***** DATA RECORDS
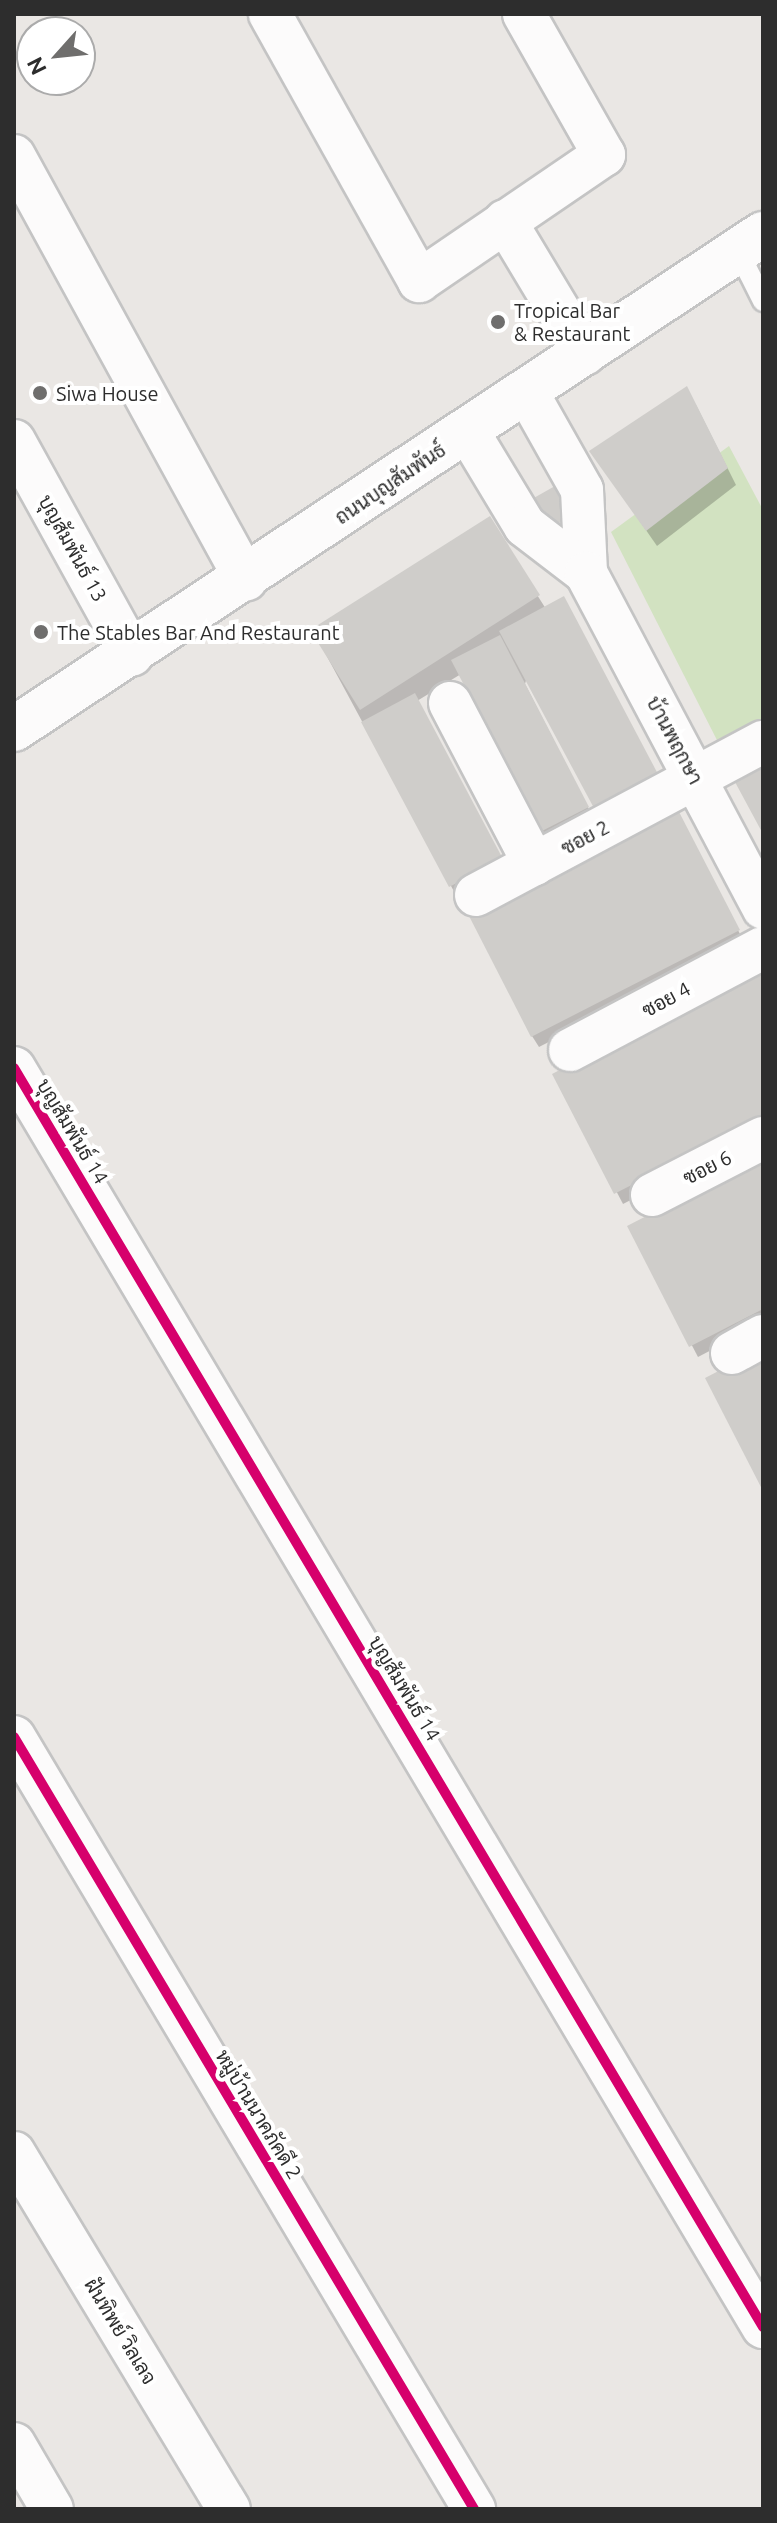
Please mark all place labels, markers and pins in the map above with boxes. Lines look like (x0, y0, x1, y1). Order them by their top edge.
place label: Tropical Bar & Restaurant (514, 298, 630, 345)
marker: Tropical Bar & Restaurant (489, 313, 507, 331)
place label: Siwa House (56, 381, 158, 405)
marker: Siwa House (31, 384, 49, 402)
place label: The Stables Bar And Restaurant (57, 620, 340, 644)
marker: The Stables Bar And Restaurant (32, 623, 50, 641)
**********
**ASSIGNMENT:**
Write the lines above out again exactly, without any of their pictures.

**RESPONSE TO THE EXERCISE:**
Please mark all place labels, markers and pins in the map above with boxes. Lines look like (x0, y0, x1, y1). Order them by their top edge.
place label: Tropical Bar & Restaurant (514, 298, 630, 345)
marker: Tropical Bar & Restaurant (489, 313, 507, 331)
place label: Siwa House (56, 381, 158, 405)
marker: Siwa House (31, 384, 49, 402)
place label: The Stables Bar And Restaurant (57, 620, 340, 644)
marker: The Stables Bar And Restaurant (32, 623, 50, 641)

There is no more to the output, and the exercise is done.